THE DATA

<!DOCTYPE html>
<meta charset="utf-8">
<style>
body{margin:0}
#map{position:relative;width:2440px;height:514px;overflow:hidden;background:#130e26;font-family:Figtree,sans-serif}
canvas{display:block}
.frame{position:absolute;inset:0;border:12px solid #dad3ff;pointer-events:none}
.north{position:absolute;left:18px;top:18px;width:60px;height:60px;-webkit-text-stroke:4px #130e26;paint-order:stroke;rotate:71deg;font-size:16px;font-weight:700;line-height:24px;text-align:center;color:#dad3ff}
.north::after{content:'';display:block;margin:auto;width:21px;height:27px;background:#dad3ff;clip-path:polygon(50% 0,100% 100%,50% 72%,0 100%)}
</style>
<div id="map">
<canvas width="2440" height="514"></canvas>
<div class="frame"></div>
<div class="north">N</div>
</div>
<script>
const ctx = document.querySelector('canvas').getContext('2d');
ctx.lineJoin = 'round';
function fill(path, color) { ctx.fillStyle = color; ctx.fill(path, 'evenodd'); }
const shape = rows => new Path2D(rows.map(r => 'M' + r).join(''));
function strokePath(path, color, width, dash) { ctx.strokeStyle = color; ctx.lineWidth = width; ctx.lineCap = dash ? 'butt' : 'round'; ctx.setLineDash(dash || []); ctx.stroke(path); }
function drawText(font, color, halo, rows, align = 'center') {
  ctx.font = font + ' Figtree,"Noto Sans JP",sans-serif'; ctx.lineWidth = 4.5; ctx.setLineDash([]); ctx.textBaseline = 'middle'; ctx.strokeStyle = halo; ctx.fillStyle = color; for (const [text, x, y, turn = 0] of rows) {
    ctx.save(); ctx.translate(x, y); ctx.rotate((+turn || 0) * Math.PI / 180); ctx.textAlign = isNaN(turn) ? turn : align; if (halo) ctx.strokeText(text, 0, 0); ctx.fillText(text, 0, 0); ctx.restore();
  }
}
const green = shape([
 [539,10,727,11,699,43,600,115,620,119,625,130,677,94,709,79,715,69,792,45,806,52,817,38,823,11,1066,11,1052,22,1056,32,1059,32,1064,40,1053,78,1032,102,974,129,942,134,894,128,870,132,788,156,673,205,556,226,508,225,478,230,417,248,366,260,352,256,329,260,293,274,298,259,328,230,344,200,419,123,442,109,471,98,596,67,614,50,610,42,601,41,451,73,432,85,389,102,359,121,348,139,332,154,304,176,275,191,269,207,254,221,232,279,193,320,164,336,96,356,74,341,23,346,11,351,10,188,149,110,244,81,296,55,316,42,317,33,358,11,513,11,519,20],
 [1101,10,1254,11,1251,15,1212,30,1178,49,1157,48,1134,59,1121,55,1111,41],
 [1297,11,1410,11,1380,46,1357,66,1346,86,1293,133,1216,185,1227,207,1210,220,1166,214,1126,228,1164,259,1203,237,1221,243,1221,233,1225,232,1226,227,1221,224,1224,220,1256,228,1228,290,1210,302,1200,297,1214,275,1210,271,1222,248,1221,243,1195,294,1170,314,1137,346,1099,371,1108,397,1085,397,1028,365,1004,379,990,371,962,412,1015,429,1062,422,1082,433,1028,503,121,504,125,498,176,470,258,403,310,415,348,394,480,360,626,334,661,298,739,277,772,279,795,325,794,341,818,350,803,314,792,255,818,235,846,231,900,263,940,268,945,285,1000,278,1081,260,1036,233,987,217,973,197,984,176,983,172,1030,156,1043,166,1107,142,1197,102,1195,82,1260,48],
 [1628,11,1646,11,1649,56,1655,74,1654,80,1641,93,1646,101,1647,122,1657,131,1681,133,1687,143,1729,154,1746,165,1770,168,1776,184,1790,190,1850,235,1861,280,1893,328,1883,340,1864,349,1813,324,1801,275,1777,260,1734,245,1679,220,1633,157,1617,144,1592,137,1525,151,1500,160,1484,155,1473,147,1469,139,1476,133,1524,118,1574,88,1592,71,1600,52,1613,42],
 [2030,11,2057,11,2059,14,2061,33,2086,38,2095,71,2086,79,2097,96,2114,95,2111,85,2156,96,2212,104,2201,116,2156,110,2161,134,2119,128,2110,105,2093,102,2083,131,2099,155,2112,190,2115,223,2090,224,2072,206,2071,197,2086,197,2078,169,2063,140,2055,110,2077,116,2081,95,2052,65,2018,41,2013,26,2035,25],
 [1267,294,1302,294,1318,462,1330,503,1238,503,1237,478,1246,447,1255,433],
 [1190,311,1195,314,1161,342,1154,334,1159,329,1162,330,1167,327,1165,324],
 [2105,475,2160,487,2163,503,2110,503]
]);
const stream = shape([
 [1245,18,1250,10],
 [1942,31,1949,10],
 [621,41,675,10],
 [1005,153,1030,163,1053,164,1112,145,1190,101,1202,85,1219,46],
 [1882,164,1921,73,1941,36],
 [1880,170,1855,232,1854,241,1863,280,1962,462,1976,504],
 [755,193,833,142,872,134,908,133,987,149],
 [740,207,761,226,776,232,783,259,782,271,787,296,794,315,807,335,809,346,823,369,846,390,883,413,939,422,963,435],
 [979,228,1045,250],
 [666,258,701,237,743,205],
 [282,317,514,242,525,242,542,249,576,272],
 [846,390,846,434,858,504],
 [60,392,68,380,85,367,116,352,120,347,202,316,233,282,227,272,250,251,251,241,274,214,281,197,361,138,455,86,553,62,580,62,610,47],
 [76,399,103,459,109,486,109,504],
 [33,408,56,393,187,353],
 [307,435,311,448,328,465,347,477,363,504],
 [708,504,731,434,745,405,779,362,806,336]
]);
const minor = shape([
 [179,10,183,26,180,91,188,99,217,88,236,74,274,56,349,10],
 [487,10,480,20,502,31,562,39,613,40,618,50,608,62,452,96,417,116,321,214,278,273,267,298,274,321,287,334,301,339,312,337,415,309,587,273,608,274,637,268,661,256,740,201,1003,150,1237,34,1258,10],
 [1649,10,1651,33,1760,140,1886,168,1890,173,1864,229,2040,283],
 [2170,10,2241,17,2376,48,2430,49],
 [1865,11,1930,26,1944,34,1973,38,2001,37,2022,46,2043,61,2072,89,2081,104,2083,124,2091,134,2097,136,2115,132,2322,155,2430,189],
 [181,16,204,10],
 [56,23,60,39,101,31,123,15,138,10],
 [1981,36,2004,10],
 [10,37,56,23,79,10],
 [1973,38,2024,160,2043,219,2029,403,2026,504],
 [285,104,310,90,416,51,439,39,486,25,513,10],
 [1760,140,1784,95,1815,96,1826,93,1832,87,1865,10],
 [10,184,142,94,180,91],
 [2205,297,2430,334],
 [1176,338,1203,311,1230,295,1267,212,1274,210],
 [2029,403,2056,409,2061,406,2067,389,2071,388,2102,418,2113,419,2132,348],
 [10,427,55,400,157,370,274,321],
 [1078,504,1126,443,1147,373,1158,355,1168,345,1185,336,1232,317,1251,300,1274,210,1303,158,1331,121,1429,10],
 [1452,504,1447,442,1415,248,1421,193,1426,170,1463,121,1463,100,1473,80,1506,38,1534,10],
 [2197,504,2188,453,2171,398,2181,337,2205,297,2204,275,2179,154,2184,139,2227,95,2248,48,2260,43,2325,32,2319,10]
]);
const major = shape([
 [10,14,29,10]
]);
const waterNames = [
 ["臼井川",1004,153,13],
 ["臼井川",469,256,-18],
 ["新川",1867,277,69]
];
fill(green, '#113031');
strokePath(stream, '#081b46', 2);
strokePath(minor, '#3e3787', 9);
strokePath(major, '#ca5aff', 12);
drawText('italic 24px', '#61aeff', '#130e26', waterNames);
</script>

YOUR ASSIGNMENT
The expected answer is each line of the records above that includes the string "strokeStyle".

RESULT OF THIS TASK
function strokePath(path, color, width, dash) { ctx.strokeStyle = color; ctx.lineWidth = width; ctx.lineCap = dash ? 'butt' : 'round'; ctx.setLineDash(dash || []); ctx.stroke(path); }
  ctx.font = font + ' Figtree,"Noto Sans JP",sans-serif'; ctx.lineWidth = 4.5; ctx.setLineDash([]); ctx.textBaseline = 'middle'; ctx.strokeStyle = halo; ctx.fillStyle = color; for (const [text, x, y, turn = 0] of rows) {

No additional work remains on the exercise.